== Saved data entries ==
··········

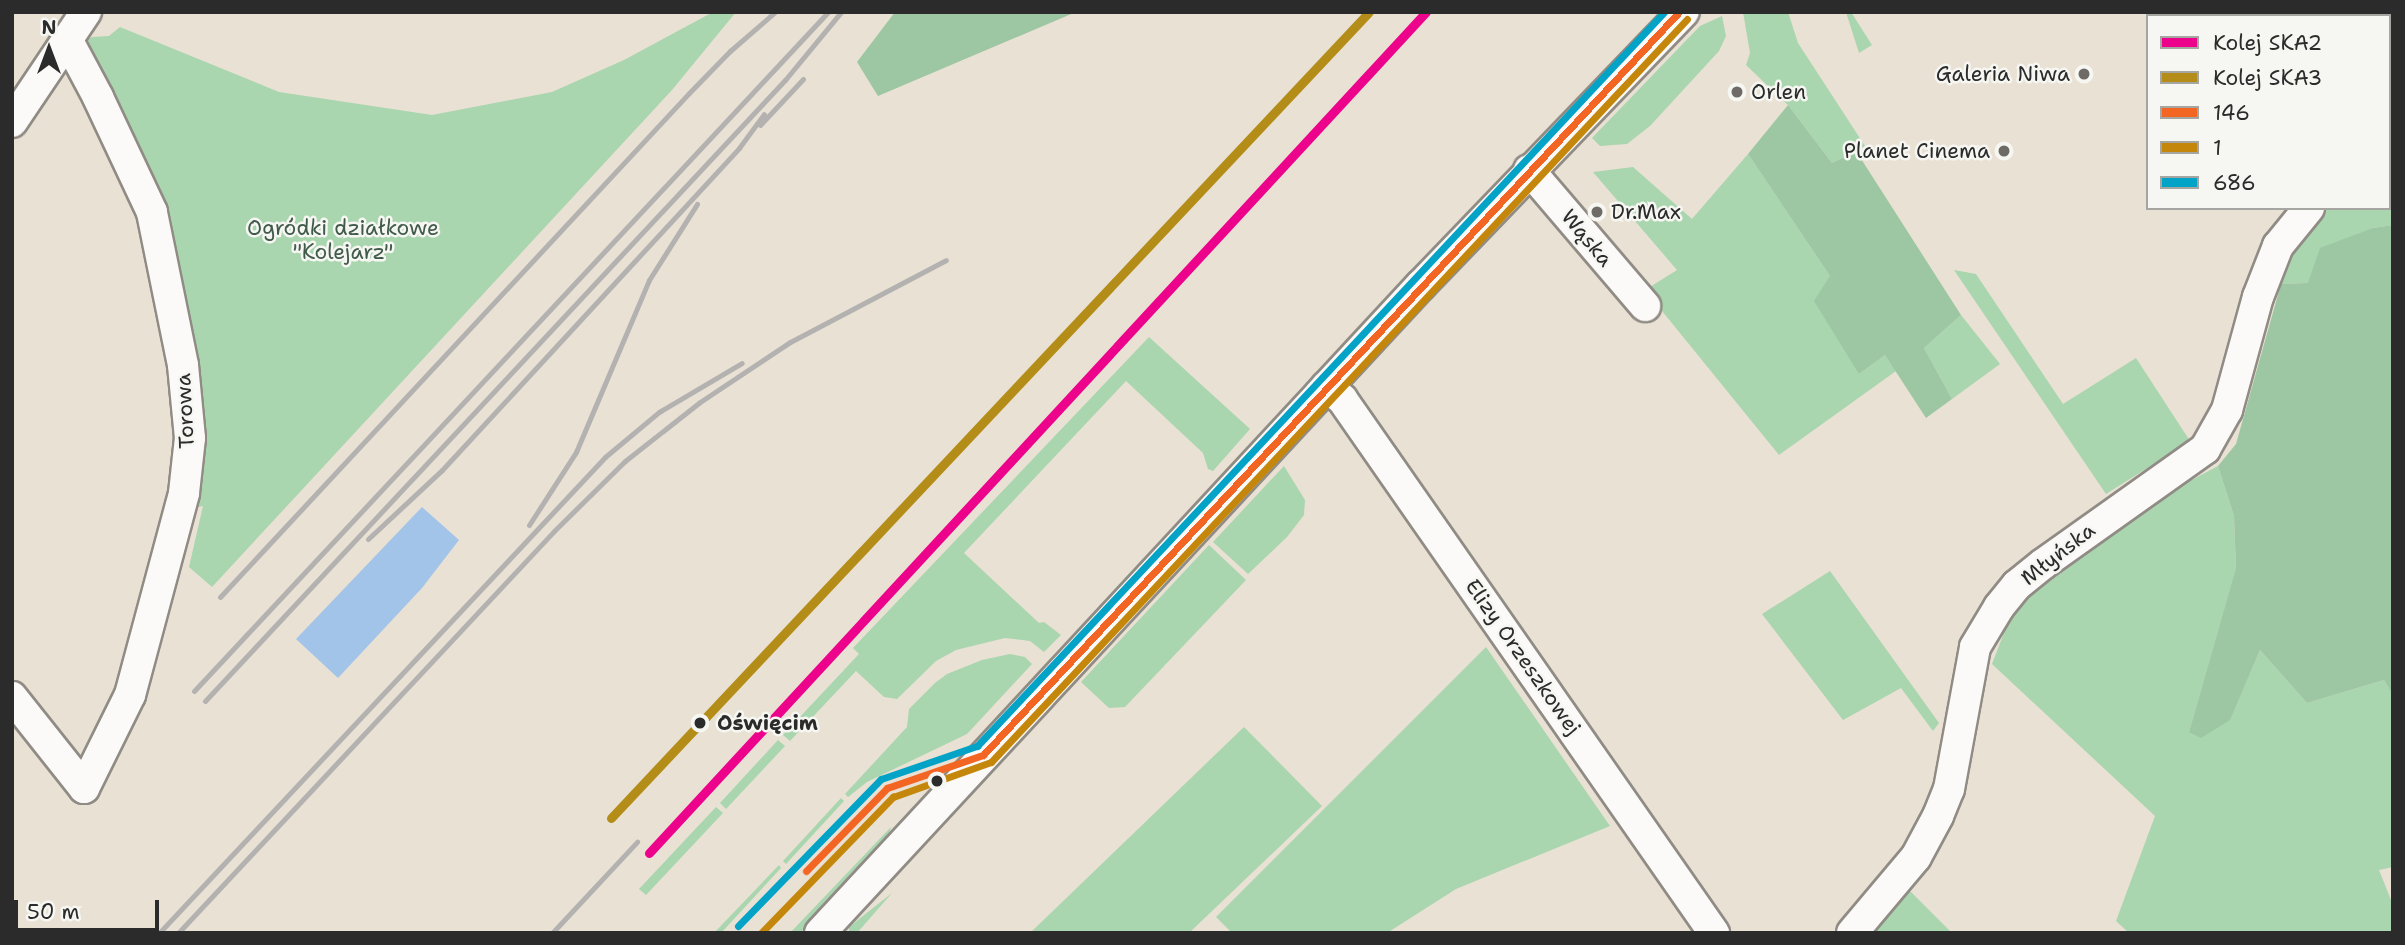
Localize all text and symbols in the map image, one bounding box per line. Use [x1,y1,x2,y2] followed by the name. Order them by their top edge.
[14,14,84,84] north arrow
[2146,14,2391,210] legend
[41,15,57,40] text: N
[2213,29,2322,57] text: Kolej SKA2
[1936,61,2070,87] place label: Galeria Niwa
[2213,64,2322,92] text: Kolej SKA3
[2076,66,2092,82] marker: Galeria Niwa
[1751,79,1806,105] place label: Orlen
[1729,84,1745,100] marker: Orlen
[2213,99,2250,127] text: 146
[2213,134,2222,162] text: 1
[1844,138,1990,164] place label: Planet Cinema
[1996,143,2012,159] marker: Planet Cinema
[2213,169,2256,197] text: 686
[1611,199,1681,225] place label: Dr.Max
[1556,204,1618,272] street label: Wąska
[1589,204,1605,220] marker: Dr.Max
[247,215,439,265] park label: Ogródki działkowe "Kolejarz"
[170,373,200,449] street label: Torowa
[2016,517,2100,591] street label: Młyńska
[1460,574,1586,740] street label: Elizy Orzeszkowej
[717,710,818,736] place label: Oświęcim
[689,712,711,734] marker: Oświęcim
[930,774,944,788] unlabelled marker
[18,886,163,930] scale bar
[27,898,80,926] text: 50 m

··········

== Activity ==
The entries above need to be repeated word for word, minus their pictures.

== Written answer ==
Localize all text and symbols in the map image, one bounding box per line. Use [x1,y1,x2,y2] followed by the name. Order them by their top edge.
[14,14,84,84] north arrow
[2146,14,2391,210] legend
[41,15,57,40] text: N
[2213,29,2322,57] text: Kolej SKA2
[1936,61,2070,87] place label: Galeria Niwa
[2213,64,2322,92] text: Kolej SKA3
[2076,66,2092,82] marker: Galeria Niwa
[1751,79,1806,105] place label: Orlen
[1729,84,1745,100] marker: Orlen
[2213,99,2250,127] text: 146
[2213,134,2222,162] text: 1
[1844,138,1990,164] place label: Planet Cinema
[1996,143,2012,159] marker: Planet Cinema
[2213,169,2256,197] text: 686
[1611,199,1681,225] place label: Dr.Max
[1556,204,1618,272] street label: Wąska
[1589,204,1605,220] marker: Dr.Max
[247,215,439,265] park label: Ogródki działkowe "Kolejarz"
[170,373,200,449] street label: Torowa
[2016,517,2100,591] street label: Młyńska
[1460,574,1586,740] street label: Elizy Orzeszkowej
[717,710,818,736] place label: Oświęcim
[689,712,711,734] marker: Oświęcim
[930,774,944,788] unlabelled marker
[18,886,163,930] scale bar
[27,898,80,926] text: 50 m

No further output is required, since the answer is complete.